- WORK ITEM: Could you return the lines below exactly, from the first line up to and including the line that holds "flex:none; width:44px; height:44px;"?

- TASK MATERIAL:
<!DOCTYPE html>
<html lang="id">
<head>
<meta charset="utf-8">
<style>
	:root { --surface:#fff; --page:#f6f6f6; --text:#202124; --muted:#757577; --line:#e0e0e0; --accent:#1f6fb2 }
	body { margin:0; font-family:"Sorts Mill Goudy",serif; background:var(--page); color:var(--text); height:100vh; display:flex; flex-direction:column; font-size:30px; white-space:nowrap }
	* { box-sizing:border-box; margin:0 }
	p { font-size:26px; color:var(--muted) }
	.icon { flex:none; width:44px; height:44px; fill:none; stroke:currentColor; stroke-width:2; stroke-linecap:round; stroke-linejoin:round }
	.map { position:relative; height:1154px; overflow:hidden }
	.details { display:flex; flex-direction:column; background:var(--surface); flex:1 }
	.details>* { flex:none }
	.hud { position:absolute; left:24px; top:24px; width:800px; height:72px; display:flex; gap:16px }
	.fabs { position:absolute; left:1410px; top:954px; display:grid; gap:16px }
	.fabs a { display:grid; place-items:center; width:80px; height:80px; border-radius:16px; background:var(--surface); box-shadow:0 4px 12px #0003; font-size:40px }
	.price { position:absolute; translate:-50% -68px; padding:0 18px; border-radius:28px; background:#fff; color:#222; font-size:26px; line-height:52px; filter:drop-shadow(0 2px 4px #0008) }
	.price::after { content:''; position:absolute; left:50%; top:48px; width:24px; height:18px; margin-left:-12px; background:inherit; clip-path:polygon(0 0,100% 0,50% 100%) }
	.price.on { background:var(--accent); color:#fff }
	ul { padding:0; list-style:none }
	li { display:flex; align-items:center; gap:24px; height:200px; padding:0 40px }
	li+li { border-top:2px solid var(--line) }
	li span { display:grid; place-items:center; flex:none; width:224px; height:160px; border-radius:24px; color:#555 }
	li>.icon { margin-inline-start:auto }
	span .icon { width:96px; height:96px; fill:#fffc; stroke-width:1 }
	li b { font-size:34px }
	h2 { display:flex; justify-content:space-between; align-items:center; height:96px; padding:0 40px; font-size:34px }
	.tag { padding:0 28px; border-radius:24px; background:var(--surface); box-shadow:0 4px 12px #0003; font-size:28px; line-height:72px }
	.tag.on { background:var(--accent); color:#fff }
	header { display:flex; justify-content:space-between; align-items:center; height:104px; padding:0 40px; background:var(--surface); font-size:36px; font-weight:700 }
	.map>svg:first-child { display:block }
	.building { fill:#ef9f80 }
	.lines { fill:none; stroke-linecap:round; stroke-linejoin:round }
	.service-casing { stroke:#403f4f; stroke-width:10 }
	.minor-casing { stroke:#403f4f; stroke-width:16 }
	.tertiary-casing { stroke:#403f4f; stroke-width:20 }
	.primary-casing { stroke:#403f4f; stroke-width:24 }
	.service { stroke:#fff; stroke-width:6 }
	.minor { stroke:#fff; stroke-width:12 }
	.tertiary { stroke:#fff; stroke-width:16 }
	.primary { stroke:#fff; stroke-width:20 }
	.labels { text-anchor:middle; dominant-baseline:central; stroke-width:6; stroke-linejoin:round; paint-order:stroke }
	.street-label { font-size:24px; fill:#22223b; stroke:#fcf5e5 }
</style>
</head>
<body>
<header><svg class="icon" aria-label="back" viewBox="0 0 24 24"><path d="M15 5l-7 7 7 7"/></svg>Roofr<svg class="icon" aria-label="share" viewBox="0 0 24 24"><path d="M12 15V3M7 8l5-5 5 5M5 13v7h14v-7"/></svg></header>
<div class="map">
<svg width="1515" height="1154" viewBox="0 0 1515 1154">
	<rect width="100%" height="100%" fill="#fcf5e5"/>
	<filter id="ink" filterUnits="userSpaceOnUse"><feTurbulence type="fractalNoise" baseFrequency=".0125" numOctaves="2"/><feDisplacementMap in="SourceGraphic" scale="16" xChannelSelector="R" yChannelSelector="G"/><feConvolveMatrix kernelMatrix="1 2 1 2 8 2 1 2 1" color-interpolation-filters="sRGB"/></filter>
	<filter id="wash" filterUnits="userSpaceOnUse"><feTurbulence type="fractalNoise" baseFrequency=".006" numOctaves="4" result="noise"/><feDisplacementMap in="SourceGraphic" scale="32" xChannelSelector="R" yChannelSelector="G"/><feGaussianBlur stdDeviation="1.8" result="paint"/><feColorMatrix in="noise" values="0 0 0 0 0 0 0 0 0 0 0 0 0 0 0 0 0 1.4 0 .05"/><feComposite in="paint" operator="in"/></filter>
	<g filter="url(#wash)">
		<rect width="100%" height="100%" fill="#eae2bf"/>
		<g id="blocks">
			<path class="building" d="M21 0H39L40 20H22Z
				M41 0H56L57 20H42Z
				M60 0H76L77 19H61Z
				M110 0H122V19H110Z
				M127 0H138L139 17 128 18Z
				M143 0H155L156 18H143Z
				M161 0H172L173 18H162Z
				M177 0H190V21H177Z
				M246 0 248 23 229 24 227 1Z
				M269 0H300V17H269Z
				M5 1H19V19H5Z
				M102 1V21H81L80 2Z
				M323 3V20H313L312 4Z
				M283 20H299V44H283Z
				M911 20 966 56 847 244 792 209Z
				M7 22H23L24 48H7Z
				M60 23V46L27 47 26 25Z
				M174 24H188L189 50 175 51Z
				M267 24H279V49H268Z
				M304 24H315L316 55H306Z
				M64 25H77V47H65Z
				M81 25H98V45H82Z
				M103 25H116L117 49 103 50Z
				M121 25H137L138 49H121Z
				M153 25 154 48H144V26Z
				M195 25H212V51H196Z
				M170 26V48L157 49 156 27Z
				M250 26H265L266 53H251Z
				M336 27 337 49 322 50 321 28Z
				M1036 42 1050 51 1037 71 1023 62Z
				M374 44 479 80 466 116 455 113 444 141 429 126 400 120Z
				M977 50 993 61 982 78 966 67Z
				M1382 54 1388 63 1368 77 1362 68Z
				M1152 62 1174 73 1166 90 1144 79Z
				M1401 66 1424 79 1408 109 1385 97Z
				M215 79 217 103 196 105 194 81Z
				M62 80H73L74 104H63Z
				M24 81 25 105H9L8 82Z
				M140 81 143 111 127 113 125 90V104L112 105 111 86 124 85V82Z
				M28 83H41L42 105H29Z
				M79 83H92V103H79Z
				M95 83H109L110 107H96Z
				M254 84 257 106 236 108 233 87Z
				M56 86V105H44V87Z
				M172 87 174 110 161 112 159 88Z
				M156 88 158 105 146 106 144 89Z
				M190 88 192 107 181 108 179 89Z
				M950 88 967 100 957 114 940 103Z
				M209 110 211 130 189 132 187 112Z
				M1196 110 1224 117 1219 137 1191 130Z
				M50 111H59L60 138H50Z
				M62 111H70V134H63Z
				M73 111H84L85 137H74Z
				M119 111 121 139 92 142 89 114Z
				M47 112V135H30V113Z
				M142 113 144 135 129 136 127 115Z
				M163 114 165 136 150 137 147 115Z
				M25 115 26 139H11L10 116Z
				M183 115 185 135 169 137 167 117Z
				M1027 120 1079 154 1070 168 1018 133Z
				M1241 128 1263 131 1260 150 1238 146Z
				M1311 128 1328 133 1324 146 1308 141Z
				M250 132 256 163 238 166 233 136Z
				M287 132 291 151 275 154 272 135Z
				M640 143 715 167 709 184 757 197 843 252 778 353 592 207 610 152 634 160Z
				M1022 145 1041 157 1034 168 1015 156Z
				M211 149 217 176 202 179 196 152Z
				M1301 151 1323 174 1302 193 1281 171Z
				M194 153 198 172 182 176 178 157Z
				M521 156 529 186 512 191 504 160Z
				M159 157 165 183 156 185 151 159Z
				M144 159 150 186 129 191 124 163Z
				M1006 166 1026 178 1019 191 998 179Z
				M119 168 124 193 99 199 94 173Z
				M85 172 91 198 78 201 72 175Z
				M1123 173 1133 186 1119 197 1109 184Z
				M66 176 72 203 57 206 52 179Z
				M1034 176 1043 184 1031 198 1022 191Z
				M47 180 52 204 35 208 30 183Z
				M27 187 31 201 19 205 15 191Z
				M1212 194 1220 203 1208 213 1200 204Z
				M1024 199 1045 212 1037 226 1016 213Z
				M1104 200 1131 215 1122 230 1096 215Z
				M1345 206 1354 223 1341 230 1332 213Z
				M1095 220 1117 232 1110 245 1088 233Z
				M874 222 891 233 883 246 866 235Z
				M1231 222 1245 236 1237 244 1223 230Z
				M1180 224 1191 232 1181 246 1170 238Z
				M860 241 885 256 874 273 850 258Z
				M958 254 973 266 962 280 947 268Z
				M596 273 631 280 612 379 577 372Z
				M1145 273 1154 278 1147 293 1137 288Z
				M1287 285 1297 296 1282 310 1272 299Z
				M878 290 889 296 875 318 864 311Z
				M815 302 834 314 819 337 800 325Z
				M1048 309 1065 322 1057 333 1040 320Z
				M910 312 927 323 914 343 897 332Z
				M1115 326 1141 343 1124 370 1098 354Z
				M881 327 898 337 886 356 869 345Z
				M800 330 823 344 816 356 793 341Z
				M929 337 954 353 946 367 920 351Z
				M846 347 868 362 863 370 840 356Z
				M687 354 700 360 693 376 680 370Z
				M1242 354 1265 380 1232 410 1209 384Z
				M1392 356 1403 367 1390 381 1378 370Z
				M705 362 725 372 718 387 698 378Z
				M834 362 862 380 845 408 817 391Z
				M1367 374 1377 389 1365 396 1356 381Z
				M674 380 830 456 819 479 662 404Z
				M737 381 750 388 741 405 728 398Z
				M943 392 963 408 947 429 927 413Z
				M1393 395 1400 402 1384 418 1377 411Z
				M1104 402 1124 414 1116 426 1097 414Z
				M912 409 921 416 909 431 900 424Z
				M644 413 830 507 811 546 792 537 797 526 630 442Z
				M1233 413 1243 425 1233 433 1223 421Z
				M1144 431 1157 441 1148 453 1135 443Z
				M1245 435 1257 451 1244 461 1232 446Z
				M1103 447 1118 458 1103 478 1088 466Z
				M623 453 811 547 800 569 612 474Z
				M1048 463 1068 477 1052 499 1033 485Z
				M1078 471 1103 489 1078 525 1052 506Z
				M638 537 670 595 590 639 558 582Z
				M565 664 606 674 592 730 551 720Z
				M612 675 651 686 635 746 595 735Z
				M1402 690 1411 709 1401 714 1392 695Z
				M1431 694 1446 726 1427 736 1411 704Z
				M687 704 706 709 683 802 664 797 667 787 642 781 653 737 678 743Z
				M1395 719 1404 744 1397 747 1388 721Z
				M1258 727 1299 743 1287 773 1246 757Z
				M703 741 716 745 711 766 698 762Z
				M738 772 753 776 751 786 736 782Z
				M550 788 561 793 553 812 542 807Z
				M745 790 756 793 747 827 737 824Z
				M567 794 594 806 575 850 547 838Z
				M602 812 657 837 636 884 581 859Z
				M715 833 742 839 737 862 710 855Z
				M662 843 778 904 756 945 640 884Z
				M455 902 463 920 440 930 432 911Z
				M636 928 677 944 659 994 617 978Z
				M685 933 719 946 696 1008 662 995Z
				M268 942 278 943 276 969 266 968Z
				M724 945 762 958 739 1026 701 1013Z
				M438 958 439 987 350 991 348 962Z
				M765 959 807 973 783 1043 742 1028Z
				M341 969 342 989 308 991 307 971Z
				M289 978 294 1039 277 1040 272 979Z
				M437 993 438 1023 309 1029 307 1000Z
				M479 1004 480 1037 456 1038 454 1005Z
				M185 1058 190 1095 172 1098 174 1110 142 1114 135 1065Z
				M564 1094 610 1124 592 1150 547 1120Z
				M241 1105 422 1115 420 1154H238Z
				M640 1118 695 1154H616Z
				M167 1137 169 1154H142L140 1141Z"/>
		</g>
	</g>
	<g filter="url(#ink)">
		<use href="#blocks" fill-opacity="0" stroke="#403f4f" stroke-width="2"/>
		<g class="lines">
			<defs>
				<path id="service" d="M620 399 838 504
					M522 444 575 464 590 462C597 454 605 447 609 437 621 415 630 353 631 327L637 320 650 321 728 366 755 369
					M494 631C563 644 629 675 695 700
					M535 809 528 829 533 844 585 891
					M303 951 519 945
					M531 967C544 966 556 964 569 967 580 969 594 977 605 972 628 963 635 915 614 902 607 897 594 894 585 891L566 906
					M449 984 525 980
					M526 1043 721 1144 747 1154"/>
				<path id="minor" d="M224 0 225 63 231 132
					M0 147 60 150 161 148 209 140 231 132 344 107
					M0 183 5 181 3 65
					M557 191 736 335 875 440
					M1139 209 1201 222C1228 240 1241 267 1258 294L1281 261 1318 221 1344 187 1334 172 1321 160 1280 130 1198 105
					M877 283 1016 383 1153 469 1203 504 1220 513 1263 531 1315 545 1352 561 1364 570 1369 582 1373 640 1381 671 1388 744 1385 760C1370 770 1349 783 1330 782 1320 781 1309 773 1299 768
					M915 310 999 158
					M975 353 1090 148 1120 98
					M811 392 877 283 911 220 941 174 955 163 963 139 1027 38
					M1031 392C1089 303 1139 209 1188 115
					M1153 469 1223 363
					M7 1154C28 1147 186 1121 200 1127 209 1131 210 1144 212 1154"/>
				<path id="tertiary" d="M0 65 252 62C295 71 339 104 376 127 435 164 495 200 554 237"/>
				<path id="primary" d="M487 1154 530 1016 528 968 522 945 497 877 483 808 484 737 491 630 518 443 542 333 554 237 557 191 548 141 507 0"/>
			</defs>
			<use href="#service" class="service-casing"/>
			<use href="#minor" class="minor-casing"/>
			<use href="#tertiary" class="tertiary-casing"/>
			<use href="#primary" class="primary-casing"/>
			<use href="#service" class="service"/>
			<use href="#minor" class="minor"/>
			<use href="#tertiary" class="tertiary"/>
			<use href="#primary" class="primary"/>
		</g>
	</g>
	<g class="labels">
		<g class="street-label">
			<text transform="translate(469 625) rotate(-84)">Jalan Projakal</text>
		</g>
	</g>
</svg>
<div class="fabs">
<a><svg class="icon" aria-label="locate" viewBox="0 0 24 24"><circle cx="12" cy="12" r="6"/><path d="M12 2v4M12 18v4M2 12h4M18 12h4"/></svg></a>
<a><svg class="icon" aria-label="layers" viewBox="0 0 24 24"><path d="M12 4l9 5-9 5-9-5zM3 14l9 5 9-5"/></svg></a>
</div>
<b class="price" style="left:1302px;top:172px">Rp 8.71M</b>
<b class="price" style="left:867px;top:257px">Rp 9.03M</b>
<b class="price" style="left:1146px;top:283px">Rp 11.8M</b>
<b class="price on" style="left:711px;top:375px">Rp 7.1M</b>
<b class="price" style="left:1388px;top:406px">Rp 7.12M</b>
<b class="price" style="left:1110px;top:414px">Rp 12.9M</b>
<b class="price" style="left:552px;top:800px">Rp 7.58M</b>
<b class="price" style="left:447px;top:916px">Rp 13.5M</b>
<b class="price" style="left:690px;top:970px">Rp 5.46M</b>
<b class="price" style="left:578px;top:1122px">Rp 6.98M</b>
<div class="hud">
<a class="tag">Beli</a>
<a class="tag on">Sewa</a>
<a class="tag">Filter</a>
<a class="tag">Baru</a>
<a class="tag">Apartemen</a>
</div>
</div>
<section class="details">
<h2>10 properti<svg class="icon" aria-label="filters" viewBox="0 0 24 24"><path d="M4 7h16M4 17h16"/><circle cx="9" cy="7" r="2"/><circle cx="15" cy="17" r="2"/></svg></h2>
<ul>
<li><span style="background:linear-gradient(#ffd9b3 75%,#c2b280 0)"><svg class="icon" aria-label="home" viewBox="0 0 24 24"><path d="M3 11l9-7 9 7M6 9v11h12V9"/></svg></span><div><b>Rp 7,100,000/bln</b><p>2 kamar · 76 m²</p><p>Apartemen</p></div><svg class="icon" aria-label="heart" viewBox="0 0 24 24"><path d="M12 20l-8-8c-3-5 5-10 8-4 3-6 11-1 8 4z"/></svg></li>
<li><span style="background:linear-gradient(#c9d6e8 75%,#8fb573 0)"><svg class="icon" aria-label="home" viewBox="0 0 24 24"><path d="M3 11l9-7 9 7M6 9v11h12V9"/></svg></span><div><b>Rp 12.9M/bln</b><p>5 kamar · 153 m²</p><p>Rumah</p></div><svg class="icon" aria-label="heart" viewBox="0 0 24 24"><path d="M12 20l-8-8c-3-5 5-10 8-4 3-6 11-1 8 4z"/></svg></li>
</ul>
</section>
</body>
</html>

- FINAL ANSWER:
<!DOCTYPE html>
<html lang="id">
<head>
<meta charset="utf-8">
<style>
	:root { --surface:#fff; --page:#f6f6f6; --text:#202124; --muted:#757577; --line:#e0e0e0; --accent:#1f6fb2 }
	body { margin:0; font-family:"Sorts Mill Goudy",serif; background:var(--page); color:var(--text); height:100vh; display:flex; flex-direction:column; font-size:30px; white-space:nowrap }
	* { box-sizing:border-box; margin:0 }
	p { font-size:26px; color:var(--muted) }
	.icon { flex:none; width:44px; height:44px; fill:none; stroke:currentColor; stroke-width:2; stroke-linecap:round; stroke-linejoin:round }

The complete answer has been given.